### What you have to do
Within the material below, filter for lines that hold the word "they".

### Dataset

※ ※ ※

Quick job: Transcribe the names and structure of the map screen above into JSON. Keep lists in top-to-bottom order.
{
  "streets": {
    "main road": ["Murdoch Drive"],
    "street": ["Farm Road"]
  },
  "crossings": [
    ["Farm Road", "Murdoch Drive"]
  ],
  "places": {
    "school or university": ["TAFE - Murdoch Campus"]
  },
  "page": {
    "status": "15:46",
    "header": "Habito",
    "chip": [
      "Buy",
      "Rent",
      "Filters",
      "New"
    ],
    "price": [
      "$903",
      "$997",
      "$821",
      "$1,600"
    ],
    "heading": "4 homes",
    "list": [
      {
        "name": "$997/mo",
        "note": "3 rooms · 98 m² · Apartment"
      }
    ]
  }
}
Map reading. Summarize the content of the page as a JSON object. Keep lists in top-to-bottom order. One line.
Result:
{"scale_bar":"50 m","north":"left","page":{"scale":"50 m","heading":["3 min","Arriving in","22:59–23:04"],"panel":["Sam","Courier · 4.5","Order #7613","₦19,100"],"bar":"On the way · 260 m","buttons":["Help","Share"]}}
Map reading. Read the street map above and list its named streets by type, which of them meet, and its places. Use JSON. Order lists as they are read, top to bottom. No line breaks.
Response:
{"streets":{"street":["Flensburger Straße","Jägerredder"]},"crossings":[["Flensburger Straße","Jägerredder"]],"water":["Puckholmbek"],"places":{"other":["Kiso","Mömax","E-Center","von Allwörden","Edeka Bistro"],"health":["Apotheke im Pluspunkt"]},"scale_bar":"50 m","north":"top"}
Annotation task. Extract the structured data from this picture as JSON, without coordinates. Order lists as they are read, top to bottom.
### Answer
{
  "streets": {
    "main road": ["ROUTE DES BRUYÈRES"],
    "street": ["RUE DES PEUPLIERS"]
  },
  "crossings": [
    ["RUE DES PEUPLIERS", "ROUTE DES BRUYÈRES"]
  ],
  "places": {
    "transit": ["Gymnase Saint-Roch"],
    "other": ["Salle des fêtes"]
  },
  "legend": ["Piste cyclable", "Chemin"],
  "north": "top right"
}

※ ※ ※

### Response area
Map reading. Read the street map above and list its named streets by type, which of them meet, and its places. Use JSON. Order lists as they are read, top to bottom. No line breaks.
Annotation task. Extract the structured data from this picture as JSON, without coordinates. Order lists as they are read, top to bottom.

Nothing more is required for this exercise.